Warum genau 3 Nodes?
Ein Proxmox-Cluster braucht für automatisches Failover (HA) ein Quorum, also eine Mehrheit der Stimmen. Bei zwei Nodes fällt mit einem Ausfall die Mehrheit weg und das Cluster sperrt sich selbst (Schutz vor Split-Brain). Drei Nodes lösen das: Fällt einer aus, halten die übrigen zwei die Mehrheit und können HA-VMs automatisch neu starten. Genau deshalb will man eine ungerade Zahl – das ist günstiger als ein separater QDevice-Witness und im Betrieb sauberer.
Nodes: gleiche Mini-PCs statt lautem Blech
Für ein 24/7-Homelab im Wohnraum sind drei möglichst baugleiche Mini-PCs die beste Wahl: leise, sparsam (oft 6–15 W Idle) und einheitlich im Handling. Die Intel-N100/N305-Klasse reicht für Docker, *arr-Stack, Pi-hole und ein paar leichte VMs; für mehr parallele VMs oder Live-Migration greifst du zu gebrauchten Mini-PCs mit Intel i5/i7 der 8.–10. Gen (z. B. Dell OptiPlex Micro, Lenovo ThinkCentre Tiny, HP EliteDesk Mini). Wichtig: Gleiche CPU-Generation auf allen Nodes erspart dir bei Live-Migration den Ärger mit inkompatiblen CPU-Flags – mit identischer Hardware kannst du den schnellen CPU-Typ "host" fahren. Plane pro Node mindestens 16 GB RAM, besser 32 GB.
RAM: ECC wenn möglich, sonst genug
ECC-RAM fängt Bit-Fehler ab und ist bei 24/7-Servern mit ZFS oder Ceph dringend zu empfehlen – Pflicht ist es technisch nicht, aber wer auf Datenintegrität setzt, will sie konsequent. Das Problem: klassische Mini-PCs (N100, OptiPlex Micro) können meist kein ECC. Wer ECC will, baut die Nodes eher auf kleinen Server-/Workstation-Boards oder gebrauchten Xeon-D-/Supermicro-Systemen auf und bestückt sie mit DDR4-ECC-Modulen. Pro Node solltest du 32 GB einplanen, wenn mehrere VMs plus Ceph laufen – Ceph allein will Reserve. Ohne ECC ist ein 3-Node-Cluster trotzdem brauchbar, du verzichtest nur auf die zusätzliche Fehlerkorrektur.
Storage: lokale Replikation vs. Ceph
Zwei Wege führen zu HA-Storage. Einfach und robust: lokales ZFS auf jedem Node plus Proxmox-Storage-Replikation (pvesr) – die VM-Daten werden minütlich (kleinstes Intervall: 1 Minute) auf die anderen Nodes gespiegelt, bei einem Ausfall verlierst du nur die Minuten seit der letzten Replikation.
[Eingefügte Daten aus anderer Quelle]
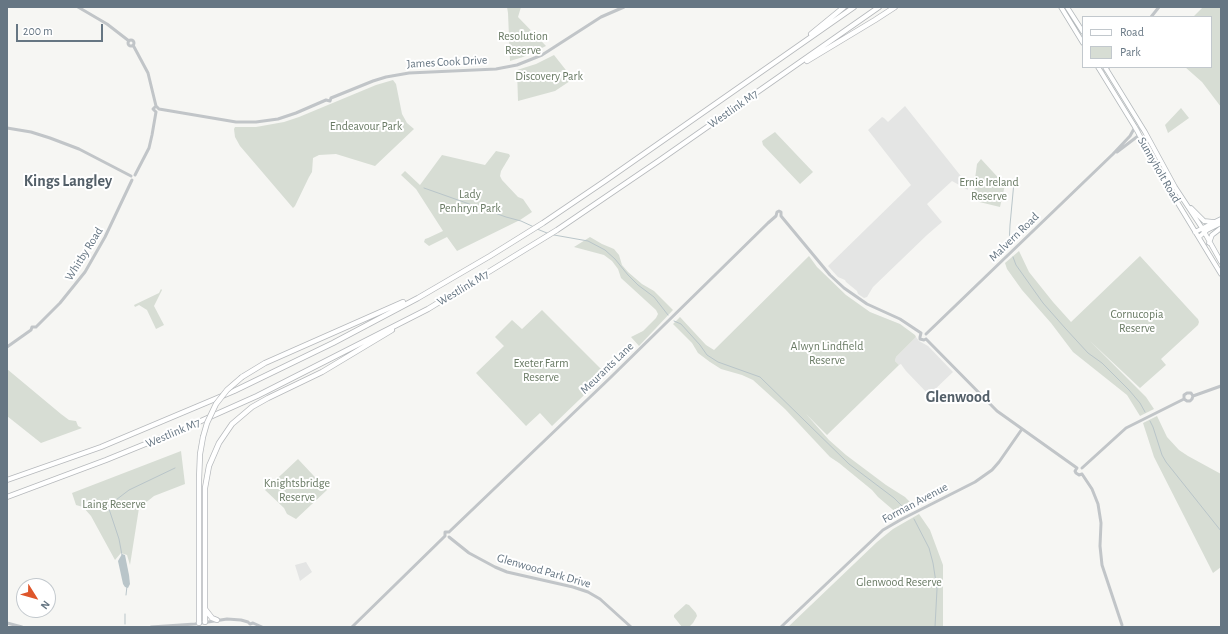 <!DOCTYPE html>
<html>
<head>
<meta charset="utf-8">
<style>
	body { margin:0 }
	#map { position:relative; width:1228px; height:634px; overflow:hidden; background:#f6f6f3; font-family:"Alegreya Sans",sans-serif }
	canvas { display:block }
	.frame { position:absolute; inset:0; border:8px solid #667683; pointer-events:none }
	.legend { position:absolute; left:1082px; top:16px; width:130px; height:52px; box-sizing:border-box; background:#fff; border:1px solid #c2c8cd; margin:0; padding:5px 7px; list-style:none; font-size:12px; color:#667683 }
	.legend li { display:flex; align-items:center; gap:8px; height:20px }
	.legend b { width:20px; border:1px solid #c2c8cd }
	.north { position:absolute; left:16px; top:578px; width:40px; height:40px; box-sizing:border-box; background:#fff; border:1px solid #c2c8cd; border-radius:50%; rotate:127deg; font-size:11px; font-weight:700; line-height:16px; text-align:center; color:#667683 }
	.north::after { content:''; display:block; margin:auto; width:14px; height:18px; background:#de562b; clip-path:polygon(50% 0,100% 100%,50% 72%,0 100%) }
	.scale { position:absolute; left:16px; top:24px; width:87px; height:18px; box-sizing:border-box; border:2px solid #667683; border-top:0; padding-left:5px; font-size:12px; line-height:14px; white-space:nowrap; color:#667683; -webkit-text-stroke:3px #fff; paint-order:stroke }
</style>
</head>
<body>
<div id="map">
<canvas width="1228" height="634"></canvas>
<div class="frame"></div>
<ul class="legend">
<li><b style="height:5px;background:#fff"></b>Road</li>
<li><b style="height:11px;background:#d7ddd4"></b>Park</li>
</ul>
<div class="north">N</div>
<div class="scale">200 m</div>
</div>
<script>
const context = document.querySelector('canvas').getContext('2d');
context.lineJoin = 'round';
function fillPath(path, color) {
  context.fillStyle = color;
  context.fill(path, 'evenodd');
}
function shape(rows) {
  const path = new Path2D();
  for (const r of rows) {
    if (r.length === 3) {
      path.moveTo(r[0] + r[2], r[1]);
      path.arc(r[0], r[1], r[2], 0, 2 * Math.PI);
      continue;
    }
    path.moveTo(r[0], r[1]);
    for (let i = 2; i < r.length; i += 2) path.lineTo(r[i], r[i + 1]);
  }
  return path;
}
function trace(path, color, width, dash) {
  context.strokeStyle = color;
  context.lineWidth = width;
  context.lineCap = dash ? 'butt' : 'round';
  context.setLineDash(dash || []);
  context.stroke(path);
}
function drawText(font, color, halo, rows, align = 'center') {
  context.font = font + ' "Alegreya Sans",sans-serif';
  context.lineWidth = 4;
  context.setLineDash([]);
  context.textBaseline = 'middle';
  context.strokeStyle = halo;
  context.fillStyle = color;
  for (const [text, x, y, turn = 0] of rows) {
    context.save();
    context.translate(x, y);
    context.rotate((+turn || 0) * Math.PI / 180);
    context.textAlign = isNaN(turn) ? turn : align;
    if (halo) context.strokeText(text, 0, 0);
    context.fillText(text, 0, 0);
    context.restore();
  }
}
const built = shape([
	[905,106,968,185,968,190,952,181,927,204,942,222,927,235,873,287,867,297,864,298,858,294,857,291,846,282,845,280,838,277,828,266,911,185,868,130,882,117,884,118,888,122],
	[916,337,919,341,928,346,953,372,929,395,906,371,903,367,901,364,899,365,895,361,896,357],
	[306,562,312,572,300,581,295,565]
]);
const green = shape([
	[507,7,521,7,518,17,546,46,523,57,510,61,508,13],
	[1203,7,1221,7,1221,107,1202,82,1185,67,1211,67,1211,17,1193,17],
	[554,55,573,79,555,91,518,101,517,70,536,64],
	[393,80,396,84,402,114,407,123,414,129,375,166,336,154,319,155,313,158,312,172,309,177,295,206,293,208,240,146,235,137,234,129,235,127,256,127,284,122,299,117,376,85],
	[1181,108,1189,118,1168,133,1165,125],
	[775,132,813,172,800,184,763,145,762,141],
	[496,151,509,154,510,156,501,171,500,176,502,180,518,197,523,199,532,212,520,220,457,251,447,237,429,246,424,242,425,239,428,238,443,231,416,189,401,175,405,171,420,185,442,155,485,165],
	[981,159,1005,185,1000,207,971,200,975,188,975,179,977,164],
	[590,237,602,244,614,249,619,255,622,265,628,272,642,284,654,291,673,310,639,346,631,337,643,331,656,318,658,314,656,310,621,278,618,269,612,261,604,255,574,247],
	[1019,251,1029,272,1053,302,1071,322,1140,256,1195,316,1198,319,1199,322,1198,325,1161,359,1166,365,1140,388,1090,341,1146,397,1154,409,1140,416,1127,395,1073,352,1051,323,1022,290,1007,269,1005,263],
	[809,256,817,267,846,295,870,312,900,324,915,335,916,337,896,357,895,361,899,365,827,435,806,414,829,440,846,455,886,485,905,497,915,507,899,515,878,497,872,490,839,463,830,457,785,409,753,380,742,375,721,369,710,362,698,353,692,343,673,324,680,317,706,345,714,350],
	[161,289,162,290,154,306,164,325,156,329,147,310,139,305,135,307,134,305,159,293],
	[542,310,606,374,552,426,540,413,526,426,476,373,504,346,495,337,512,320,522,329],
	[7,369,61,414,69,420,76,421,78,426,82,428,41,443,7,416],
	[1157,416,1167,437,1179,450,1188,456,1221,474,1221,567,1213,573,1154,457,1143,423],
	[181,451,185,484,154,496,139,508,130,565,127,555,121,553,115,560,91,516,83,507,76,505,72,493],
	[298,459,327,490,296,519,287,514,284,508,265,490],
	[919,514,930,530,943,565,943,627,788,627,877,542,893,529],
	[686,604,689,605,696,613,697,616,693,623,689,627,682,627,674,617,674,615]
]);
const water = shape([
	[122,554,125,555,129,575,130,584,128,588,125,587,123,584,118,561]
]);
const stream = shape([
	[424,188,506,217,521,221,534,227],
	[537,229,547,233],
	[554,235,588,241,605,250,615,259,628,275,638,285,654,297,668,315],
	[1009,247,1010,225,1014,182],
	[1013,257,1016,265,1043,303,1065,328,1088,353,1102,363,1129,390,1140,403,1145,412],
	[674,321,681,324,700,345,707,355,718,362,760,377,849,464,894,498,906,510],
	[1150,421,1153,427,1162,455,1166,462,1221,531],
	[914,519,929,548,933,563,937,589,935,627],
	[122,555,119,539,108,506,129,490,175,468],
	[126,595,127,586],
	[125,624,125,614]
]);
const tertiary = shape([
	[78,7,107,24,129,41],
	[1151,17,1159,7],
	[131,43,3],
	[133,45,148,73,156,106],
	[1102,73,1109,67],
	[156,112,153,109,156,106,159,109,236,122,256,122,278,119,296,113,326,100,330,101,331,98,373,81,386,77,409,73,496,69,517,65,542,55,601,17,624,7],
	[7,128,31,132,50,138,79,149,131,176],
	[1117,152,1138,136,1140,125],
	[135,175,149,148,152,135,156,112],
	[781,216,830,275,844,288,867,304,900,319,921,333],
	[36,327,60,303,85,272,105,237,132,180],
	[921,333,920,337,920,339,924,340,926,339],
	[926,334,1113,154,1130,136,1135,127],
	[926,339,997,411,1077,468],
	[7,347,31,330,32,327,36,327],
	[1193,396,1221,386],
	[1184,399,1184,395,1187,393,1191,393,1193,396],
	[1184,399,1187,401,1190,401,1192,399,1193,396],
	[1077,468,1075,471,1076,473,1079,475,1082,474],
	[1082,468,1126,428,1184,399],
	[1082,474,1092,489,1098,504,1101,523,1100,546,1102,565,1122,625],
	[449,532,610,378,768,223,776,216,777,212,779,211,781,212,781,216],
	[449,537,469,553,495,567,507,572,573,587,588,592,600,599,631,627],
	[7,623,22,627],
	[151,627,195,624,227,619,241,620,248,622,250,624,253,623,262,627],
	[352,627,443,538,445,536,445,532,449,532],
	[781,627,883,530,902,519,975,482,992,470,999,462,1022,429]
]);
const primary = shape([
	[1061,7,1083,43],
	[1067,7,1083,32],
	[1098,67,1135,127,1168,187,1221,274],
	[1105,67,1145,132,1175,187,1202,228,1221,262],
	[1191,208,1204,221,1214,222],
	[1195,232,1221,219],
	[1199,237,1207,230,1221,223],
	[1209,243,1212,235,1221,228]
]);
const motorway = shape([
	[811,34,844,7],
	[807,61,875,20,895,7],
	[242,377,265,363,403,302],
	[7,480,101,447,234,391,333,343,418,298,490,256,543,223,605,181,854,7],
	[7,497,106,460,192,425,257,396,428,309,557,230,660,160,879,7],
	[205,609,212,618,217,620],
	[205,622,205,488,209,466,219,443,232,424,252,407,268,398,322,372,392,330],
	[199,623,199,480,200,454,203,437]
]);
const motorwayBridge = shape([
	[203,437,207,423,216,404,227,390,242,377]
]);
const parkNames = [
	["Resolution",523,36],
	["Reserve",523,50],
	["Discovery Park",549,76],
	["Endeavour Park",366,126],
	["Ernie Ireland",989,182],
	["Reserve",989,196],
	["Lady",470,194],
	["Penhryn Park",470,208],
	["Cornucopia",1137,314],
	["Reserve",1137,328],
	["Alwyn Lindfield",827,346],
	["Reserve",827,360],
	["Exeter Farm",541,363],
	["Reserve",541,377],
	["Knightsbridge",297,483],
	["Reserve",297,497],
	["Laing Reserve",114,504],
	["Glenwood Reserve",899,582]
];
const streetNames = [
	["James Cook Drive",447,62,-3],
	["Westlink M7",733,109,-35],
	["Sunnyholt Road",1159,170,60],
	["Malvern Road",1014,237,-44],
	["Whitby Road",84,254,-58],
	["Westlink M7",463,288,-31],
	["Meurants Lane",607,368,-44],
	["Westlink M7",173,433,-23],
	["Forman Avenue",915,503,-28],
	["Glenwood Park Drive",544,571,16]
];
const districtNames = [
	["Kings Langley",68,181],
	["Glenwood",958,397]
];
fillPath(built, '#e4e5e4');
fillPath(green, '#d7ddd4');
fillPath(water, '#b9c5c9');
trace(stream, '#b9c5c9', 1);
trace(primary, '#b4b9bc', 5.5);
trace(motorway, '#b6b9bc', 6);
trace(tertiary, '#c1c5c8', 3);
trace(primary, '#fff', 4);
trace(motorway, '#fff', 4.5);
trace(motorwayBridge, '#b6b9bc', 6, []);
trace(motorwayBridge, '#fff', 4.5);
drawText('12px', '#697a64', '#fff', parkNames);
drawText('12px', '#667683', '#fff', streetNames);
drawText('bold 16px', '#535f68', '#fff', districtNames);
</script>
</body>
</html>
Voll synchron und selbstheilend: Ceph über alle drei Nodes, dann ist der Storage geteilt und Live-Migration ohne Datenkopie möglich. Ceph will aber gute SSDs und schnelles Netz. In beiden Fällen gehören Enterprise-SSDs mit Power-Loss-Protection (z. B. Samsung PM883/PM9A3, Intel S4510) ins System – Consumer-QLC-SSDs brechen unter ZFS/Ceph-Last bei der Latenz ein und verschleißen am Schreibaufkommen früh.
Netzwerk: 2,5GbE reicht, 10GbE für Ceph
Das Cluster-Netz (Corosync) braucht vor allem niedrige Latenz, nicht viel Bandbreite – ideal ist ein eigener, dedizierter Link dafür. Für lokale ZFS-Replikation genügt 2,5GbE bequem; viele Mini-PCs haben das schon onboard oder du rüstest per USB-NIC bzw. M.2-Adapter nach. Sobald du Ceph fährst, willst du 10GbE für das Storage-Netz, sonst wird die Latenz zum Flaschenhals: gebrauchte Intel X520/X710 (SFP+) oder X550 (10GBASE-T) sind günstig und unter Linux problemlos. Dazu passt ein gebrauchter Switch mit ein paar SFP+-Ports; für ein reines 3-Node-Setup geht zur Not sogar ein direktes Mesh (full-mesh) ohne 10GbE-Switch.